Good afternoon. Thank you very much

Today I am here to tell you that the West is in danger; it is in danger because those who are supposed to defend the values of the West find themselves co-opted by a vision of the world that -- inexorably -- leads to socialism, and consequently to poverty.

Unfortunately, in recent decades, motivated by some bien-pensant desires to help others, and others by the desire to belong to a privileged caste, the main leaders of the Western world have abandoned the model of freedom for different versions of what we call collectivism.

We are here to tell you that collectivist experiments are never the solution to the problems afflicting the citizens of the world, but rather -- on the contrary -- are their cause. Believe me, there is no one better than we Argentines to testify to these two issues. When we adopted the model of freedom -- back in 1860 -- in 35 years we became the world's leading power, while when we embraced collectivism, over the last 100 years, we saw how our citizens began to systematically impoverish themselves, until they fell to 140th in the world.
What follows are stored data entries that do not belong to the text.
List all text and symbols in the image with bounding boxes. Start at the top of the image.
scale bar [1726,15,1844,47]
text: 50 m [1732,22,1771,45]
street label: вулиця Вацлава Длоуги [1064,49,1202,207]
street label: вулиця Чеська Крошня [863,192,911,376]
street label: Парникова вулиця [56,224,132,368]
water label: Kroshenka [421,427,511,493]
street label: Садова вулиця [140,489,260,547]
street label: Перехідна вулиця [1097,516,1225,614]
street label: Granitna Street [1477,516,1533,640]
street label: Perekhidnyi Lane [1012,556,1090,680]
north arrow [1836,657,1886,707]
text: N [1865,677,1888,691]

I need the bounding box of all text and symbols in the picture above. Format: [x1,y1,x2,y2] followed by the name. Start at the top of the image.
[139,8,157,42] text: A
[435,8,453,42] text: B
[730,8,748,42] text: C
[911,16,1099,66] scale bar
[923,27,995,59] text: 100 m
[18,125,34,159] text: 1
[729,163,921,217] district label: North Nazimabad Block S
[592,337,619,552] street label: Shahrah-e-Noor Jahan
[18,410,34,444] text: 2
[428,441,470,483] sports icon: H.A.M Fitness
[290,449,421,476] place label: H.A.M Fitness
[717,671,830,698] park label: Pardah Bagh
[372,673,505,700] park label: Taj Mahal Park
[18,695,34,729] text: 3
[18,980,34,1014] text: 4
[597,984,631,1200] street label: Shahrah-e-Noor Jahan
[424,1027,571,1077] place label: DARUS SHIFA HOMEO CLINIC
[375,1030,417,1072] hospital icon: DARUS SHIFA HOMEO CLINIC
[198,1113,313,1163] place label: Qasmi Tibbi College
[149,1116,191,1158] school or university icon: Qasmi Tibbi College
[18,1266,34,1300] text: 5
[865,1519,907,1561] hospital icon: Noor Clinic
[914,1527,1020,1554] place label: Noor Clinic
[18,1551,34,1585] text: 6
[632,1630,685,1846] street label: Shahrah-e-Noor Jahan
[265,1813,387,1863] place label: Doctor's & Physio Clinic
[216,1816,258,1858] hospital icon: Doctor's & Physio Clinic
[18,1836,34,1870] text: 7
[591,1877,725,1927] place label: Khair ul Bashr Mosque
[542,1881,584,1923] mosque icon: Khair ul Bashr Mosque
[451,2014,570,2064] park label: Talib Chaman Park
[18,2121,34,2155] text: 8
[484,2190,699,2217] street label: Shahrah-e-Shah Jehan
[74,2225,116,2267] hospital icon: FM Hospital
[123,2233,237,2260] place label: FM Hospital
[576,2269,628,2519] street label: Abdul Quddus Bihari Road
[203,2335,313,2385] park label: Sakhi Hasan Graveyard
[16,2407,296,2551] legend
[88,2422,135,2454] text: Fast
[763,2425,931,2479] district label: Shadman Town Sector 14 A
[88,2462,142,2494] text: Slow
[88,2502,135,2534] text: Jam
But before we can have this discussion, it will be important, first, to look at the data that supports why not only is free enterprise capitalism not only a possible system to end world poverty, but the only system -- morally desirable -- to do so.

If we consider the history of economic progress we can see how, approximately, from the year zero to the year 1800, the world's GDP per capita, practically, remained constant throughout the entire reference period. If one looks at a graph of the evolution of economic growth throughout the history of humanity, one would be looking at a graph in the shape of a field hockey stick, an exponential function, which remained constant for 90 percent of the time, and then shoots up exponentially from the 19th century onwards. The only exception to this history of stagnation occurred at the end of the 15th century, with the discovery of America. But apart from this exception, throughout the entire period, between the year zero and the year 1800, GDP per capita, at the global level, remained stagnant.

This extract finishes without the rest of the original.